• **Directions**: Identify every line in the records below that contains the word "anchor", and reproduce each one.

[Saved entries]
────────

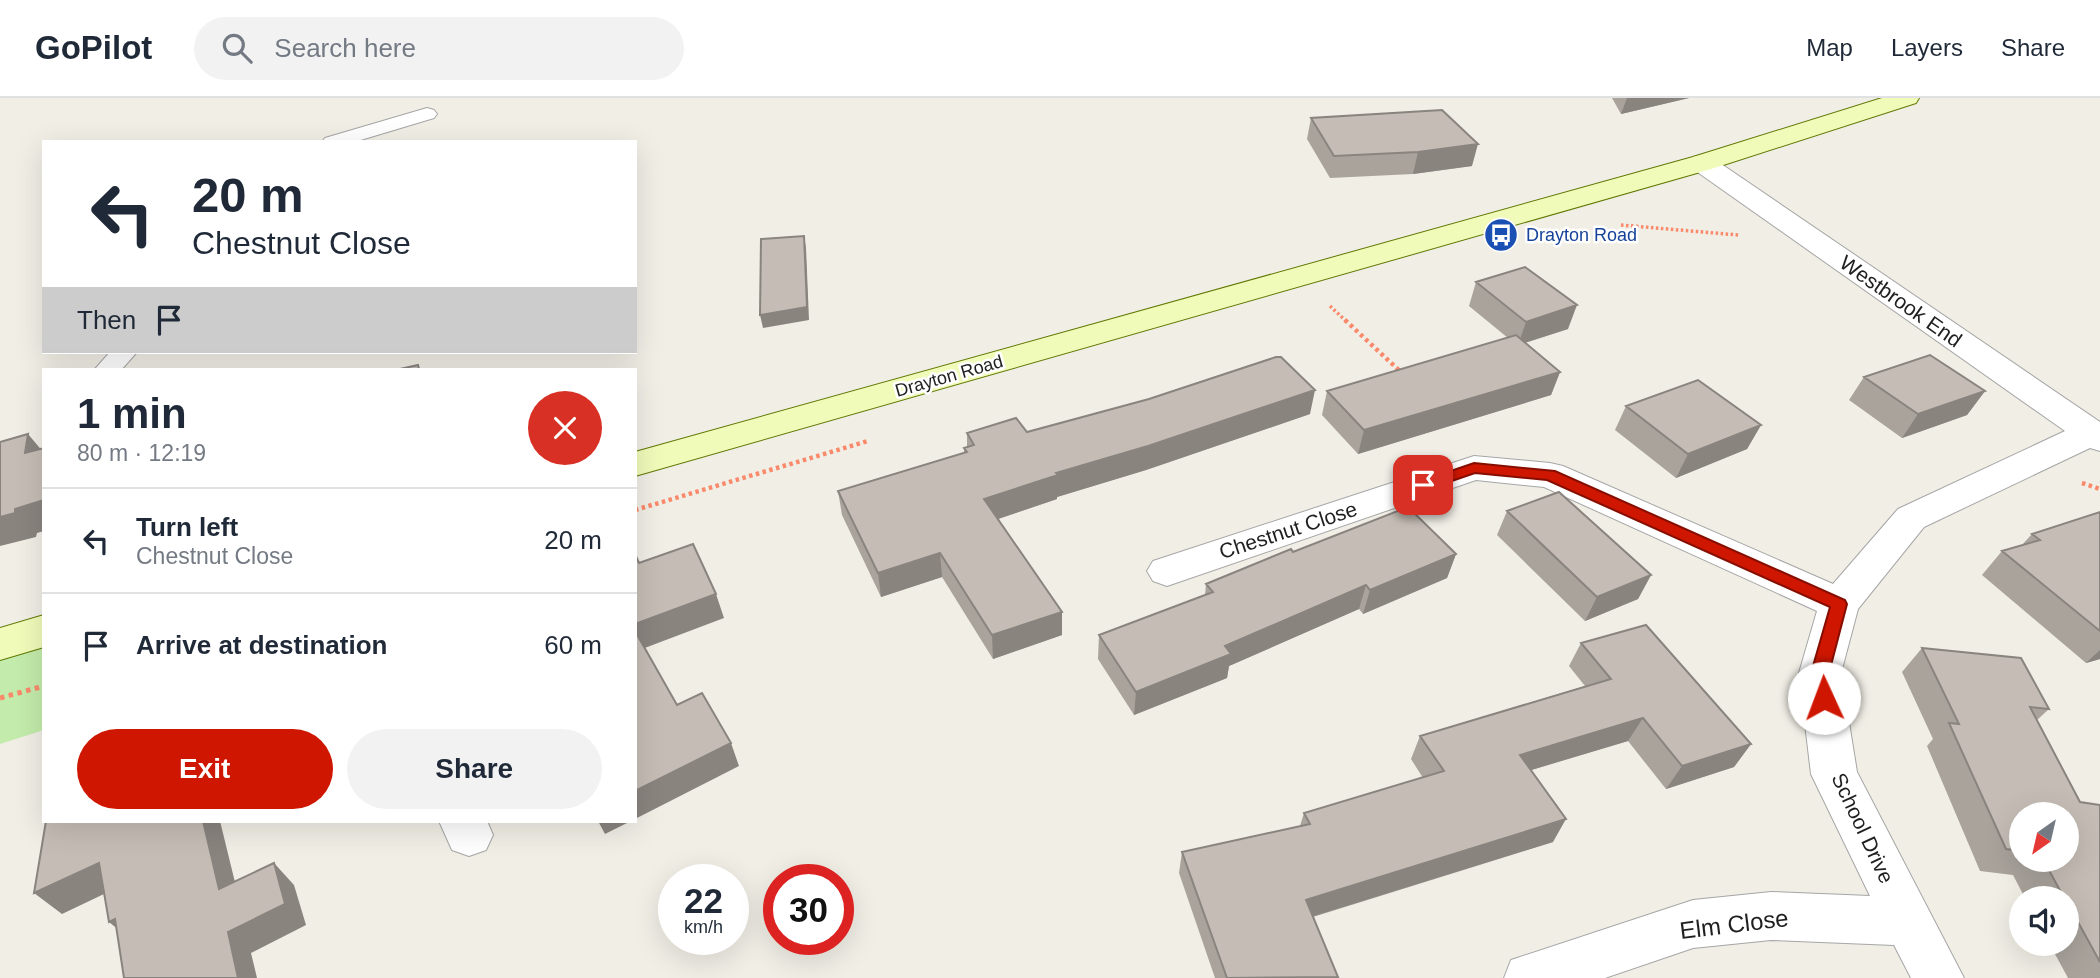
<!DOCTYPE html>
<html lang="en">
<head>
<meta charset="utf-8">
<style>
  :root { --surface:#fff; --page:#f2f2f3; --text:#1f2937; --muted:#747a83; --line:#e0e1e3; --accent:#ce1600 }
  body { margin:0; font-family:Arial,sans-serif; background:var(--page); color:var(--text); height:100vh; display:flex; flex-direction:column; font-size:26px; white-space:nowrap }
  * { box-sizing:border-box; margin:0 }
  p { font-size:23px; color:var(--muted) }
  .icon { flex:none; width:38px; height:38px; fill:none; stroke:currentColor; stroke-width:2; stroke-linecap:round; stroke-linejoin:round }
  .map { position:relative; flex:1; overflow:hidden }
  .drawer { position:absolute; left:42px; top:270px; width:595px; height:455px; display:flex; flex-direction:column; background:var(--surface); border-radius:0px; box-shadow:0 7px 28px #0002 }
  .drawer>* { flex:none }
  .top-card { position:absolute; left:42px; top:42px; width:595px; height:214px; border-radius:0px; box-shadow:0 7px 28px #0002; background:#fff; color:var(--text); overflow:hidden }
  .needle { width:46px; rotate:214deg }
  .fabs { position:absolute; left:2009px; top:704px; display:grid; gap:14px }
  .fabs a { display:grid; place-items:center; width:70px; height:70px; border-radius:50%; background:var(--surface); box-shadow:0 7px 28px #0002; font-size:35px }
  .speed { position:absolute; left:658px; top:766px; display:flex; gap:14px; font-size:35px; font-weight:700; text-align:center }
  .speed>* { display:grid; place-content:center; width:91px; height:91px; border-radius:50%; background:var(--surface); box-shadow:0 7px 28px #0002; line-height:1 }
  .speed small { font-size:18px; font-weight:400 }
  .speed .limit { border:10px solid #d22; background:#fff; color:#111 }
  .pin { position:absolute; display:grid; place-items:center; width:60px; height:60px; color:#fff; margin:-30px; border-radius:14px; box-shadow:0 4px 10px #0006 }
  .me { position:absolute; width:77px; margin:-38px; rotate:358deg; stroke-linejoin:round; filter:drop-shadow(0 0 5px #0008) }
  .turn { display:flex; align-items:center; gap:24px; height:147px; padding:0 35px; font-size:32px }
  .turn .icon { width:91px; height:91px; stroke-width:2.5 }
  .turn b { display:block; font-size:49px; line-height:60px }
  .then { display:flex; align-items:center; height:66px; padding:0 35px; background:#0003; gap:14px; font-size:26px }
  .round { display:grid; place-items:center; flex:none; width:74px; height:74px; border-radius:37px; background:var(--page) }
  .headline { display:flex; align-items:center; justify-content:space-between; height:119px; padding:0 35px }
  h1 { font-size:42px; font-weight:700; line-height:52px }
  .cta { display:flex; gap:14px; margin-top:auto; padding:14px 35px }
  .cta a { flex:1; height:80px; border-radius:42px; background:var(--accent); color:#fff; font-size:28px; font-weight:700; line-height:80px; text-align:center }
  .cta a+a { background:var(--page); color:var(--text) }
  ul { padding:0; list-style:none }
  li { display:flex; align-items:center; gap:21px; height:105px; padding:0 35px; border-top:2px solid var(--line) }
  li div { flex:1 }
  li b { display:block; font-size:26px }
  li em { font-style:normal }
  header { display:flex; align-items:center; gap:42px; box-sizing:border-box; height:98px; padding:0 35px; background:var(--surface); border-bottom:2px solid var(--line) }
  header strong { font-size:33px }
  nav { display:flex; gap:38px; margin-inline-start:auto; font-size:24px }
  .search { width:490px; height:63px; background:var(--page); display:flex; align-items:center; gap:18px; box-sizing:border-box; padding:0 24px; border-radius:38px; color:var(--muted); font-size:26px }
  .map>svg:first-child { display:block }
</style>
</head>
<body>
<header>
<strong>GoPilot</strong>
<div class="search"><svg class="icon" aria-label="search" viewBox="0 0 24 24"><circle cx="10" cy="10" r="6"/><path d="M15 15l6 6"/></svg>Search here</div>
<nav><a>Map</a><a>Layers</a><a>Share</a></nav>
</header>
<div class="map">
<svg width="2100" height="880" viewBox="0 0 2100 880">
  <rect width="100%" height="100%" fill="#f0eee5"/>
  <path fill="#c3ebab" d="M44,544V632L0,646V557Z"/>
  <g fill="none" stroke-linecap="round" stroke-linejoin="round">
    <g stroke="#a6a6a6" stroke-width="2">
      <path id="lane" d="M427,10L434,12L437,16L434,20L354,44H322L325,40Z
        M110,254H137L122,271H95Z"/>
    </g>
    <g stroke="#a6a6a6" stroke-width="2">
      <path id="street" d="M1702,57L1711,59L2100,324V353L2090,350L1924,429L1858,511L1841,575L1857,674L1964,880H1911L1894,847L1771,842L1693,850L1605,880H1504L1511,862L1693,802L1771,794L1870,798L1811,676L1799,575L1817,513L1544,389L1476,382L1167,488L1153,483L1147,473L1153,463L1474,358L1550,365L1563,368L1833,486L1898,411L2065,333L1693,71L1689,65L1693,59Z
        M439,723H487L493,737L486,752L469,758L452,752Z"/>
    </g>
    <g stroke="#607904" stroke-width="2">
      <path id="secondary" d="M1882,0H1919L1916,5L1711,71L635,378V354L1693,59Z
        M44,517V549L0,562V530Z"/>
    </g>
    <path stroke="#fb896b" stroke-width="3.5" stroke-dasharray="2.5 2.5" stroke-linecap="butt" d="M1621,127L1738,137
      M1330,208L1347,224"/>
    <path stroke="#fb896b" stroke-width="4.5" stroke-dasharray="3.5 3.5" stroke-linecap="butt" d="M1345,222L1403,276
      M2082,385L2100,391
      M635,412L868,343"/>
    <path stroke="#fb896b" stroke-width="5" stroke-dasharray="4.5 4.5" stroke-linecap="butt" d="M0,600L44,588"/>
    <use href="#lane" fill="#fff" fill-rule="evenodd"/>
    <use href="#street" fill="#fff" fill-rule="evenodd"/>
    <use href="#secondary" fill="#f0fab9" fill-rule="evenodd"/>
  </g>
  <path fill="#a9a39c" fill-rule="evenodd" d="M1612,0H1689L1621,16Z
    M1311,20L1472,68L1413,76L1330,80L1307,41Z
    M1476,184L1568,231L1525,245L1560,274L1551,297L1358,356L1322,317L1327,293L1508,240L1469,208Z
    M1864,279L1985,293L1967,317L1902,340L1849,302Z
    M1626,308L1761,327L1747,351L1676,380L1615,332Z
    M1310,316L1146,372L1057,399V401L998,421L1062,537L993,561L942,479L881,499L842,417L838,393L964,355V350L967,349V335L1027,334Z
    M1507,413L1651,477L1638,501L1585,523L1497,437Z
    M2100,414V561L2086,565L1982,477L2002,453L2021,448L2032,436Z
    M1293,454L1456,456L1447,480L1363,516L1359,511L1229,568L1227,580L1134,617L1098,561L1099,537L1205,497L1206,486Z
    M1581,545L1751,646L1734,669L1666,691L1628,643L1531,672L1553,744L1313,819L1338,880H1215L1179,775L1182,754L1300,728L1304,715L1423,680L1411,661L1420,638L1585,588L1569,568Z
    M1922,550L2049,611L2037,622L2080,704L2100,707V880H2068L2049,845H2067V800H2025L2013,777L1980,773L1927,648L1933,641L1902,574ZM2021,716L2067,761H2021Z"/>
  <path fill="#8a847f" d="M1627,0H1689L1621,16Z
    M1478,46L1472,68L1413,76L1418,54Z
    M804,138L806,150L809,222L763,230L760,217Z
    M1577,207L1568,231L1518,247L1526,224Z
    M1560,274L1551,297L1358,356L1364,332Z
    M1315,292L1310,316L1146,372L1057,399V401L986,425L984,401L1056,375Z
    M1985,293L1967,317L1902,340L1918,316Z
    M1761,327L1747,351L1676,380L1688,356Z
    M28,336L44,355H25Z
    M44,402V433L37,435L36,439L0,448V419L15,411Z
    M940,455L942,479L881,499L878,475Z
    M1456,456L1447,480L1363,516L1370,492Z
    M1651,477L1638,501L1585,523L1597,499Z
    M1366,487L1359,511L1229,568L1227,580L1134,617L1136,594L1225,548Z
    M716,496L724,520L642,551L635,535V526Z
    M1062,514V537L993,561L992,537Z
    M2100,552V561L2086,565Z
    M1643,620L1628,643L1508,679L1520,657Z
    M731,645L739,668L635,721V693Z
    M1751,646L1734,669L1666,691L1682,668Z
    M1566,721L1553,744L1298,823L1306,802Z
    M203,723H220L242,813L219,791Z
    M598,723H631L605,736Z
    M99,765L125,786L62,816L34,795Z
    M274,765L294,787L306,827L251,855L257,880H238L228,834Z
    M115,821L135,845L109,824Z"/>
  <path fill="#c5bdb5" stroke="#8a847f" stroke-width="2" d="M1442,12L1478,46L1418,54L1334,58L1311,20Z
    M804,138L807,209L760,217L761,141Z
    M1525,169L1577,207L1526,224L1476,184Z
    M1516,237L1560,274L1364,332L1327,293Z
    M1930,257L1985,293L1918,316L1864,279Z
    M1276,259H1281L1315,292L1148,348L1056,375L1058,377L984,401L1062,514L992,537L940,455L878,475L838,393L967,354L964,350L974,347L967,335L1016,320L1027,334L1149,301Z
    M418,267L419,271H400Z
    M1698,282L1761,327L1688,356L1626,308Z
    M28,336L25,355L44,350V402L15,411V415L0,419V344Z
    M1559,394L1651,477L1597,499L1507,413Z
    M1408,409L1456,456L1370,492L1366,487L1225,548L1231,556L1136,594L1099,537L1213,494L1206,486L1291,451L1293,454Z
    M2100,414V533L2002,453L2040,442L2032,436Z
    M693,446L716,496L635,526V456L639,465Z
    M1646,527L1751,646L1682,668L1643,620L1520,657L1566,721L1306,802L1338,879L1227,880L1182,754L1310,726L1304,715L1444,673L1420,638L1611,581L1581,545Z
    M635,533L677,607L702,595L731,645L635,693Z
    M1922,550L2021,560L2049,611L2030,609L2080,704L2100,707V864L2067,804V800H2064L2043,761H2067V716H2021V753L2006,751L1949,625L1959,626Z
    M46,723H203L219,791L274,765L285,806L228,834L238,880H124L115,821L109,824L99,765L34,795Z"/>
  <path fill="#ce1600" stroke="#860e00" stroke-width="2" d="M1474,365L1555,373L1845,502L1847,506L1829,575L1833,600L1830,605L1824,607L1817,605L1811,575L1830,509L1547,382L1475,375L1423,393L1415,387L1418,384Z"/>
  <defs>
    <g id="bus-disc" transform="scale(1.75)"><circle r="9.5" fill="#1a4fb4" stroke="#fff"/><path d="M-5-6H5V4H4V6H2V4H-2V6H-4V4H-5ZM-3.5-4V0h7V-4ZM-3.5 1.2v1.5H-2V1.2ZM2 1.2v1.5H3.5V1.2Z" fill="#fff"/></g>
  </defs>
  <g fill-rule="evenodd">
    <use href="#bus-disc" x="1501" y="137"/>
  </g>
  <g text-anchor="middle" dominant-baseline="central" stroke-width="5" stroke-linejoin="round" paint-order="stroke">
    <g font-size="18" fill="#164399" stroke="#fff" text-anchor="start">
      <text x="1526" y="137">Drayton Road</text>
    </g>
    <g font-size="18" fill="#1f1f1f" stroke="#fff">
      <text transform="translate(949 278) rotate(-16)">Drayton Road</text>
    </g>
    <g font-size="21" fill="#1f1f1f" stroke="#fff">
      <text transform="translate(1901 203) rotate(35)">Westbrook End</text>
      <text transform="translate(1288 432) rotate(-18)">Chestnut Close</text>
      <text transform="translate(1863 730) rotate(65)">School Drive</text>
    </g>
    <g font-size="24" fill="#1f1f1f" stroke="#fff">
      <text transform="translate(1734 826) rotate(-7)">Elm Close</text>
    </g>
  </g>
</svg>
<div class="fabs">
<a><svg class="needle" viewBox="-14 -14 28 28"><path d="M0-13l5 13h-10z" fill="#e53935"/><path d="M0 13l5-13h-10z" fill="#747a83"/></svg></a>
<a><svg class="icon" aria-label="sound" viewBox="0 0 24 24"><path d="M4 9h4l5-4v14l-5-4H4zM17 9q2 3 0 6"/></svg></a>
</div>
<div class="speed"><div>22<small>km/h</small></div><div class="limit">30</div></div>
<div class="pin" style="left:1423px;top:387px;background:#d93025"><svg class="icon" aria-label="arrive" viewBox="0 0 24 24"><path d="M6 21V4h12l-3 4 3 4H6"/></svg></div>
<svg class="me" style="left:1824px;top:600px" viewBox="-20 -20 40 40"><circle r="19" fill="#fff"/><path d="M0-13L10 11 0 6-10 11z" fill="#ce1600"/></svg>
<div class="top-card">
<div class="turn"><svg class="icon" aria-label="left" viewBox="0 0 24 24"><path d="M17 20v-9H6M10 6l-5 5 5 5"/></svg><div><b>20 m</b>Chestnut Close</div></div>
<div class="then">Then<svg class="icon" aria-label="arrive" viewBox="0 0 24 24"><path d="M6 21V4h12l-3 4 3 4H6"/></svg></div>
</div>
<section class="drawer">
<div class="headline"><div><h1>1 min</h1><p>80 m · 12:19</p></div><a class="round" style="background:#d93025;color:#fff"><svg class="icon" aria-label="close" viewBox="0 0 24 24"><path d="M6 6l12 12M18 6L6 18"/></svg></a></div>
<ul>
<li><svg class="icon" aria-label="left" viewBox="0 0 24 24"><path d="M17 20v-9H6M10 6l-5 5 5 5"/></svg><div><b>Turn left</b><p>Chestnut Close</p></div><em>20 m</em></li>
<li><svg class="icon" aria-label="arrive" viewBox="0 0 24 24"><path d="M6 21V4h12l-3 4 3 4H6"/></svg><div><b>Arrive at destination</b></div><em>60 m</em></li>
</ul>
<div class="cta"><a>Exit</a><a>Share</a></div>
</section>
</div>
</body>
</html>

────────

• **Written answer**:
  <g text-anchor="middle" dominant-baseline="central" stroke-width="5" stroke-linejoin="round" paint-order="stroke">
    <g font-size="18" fill="#164399" stroke="#fff" text-anchor="start">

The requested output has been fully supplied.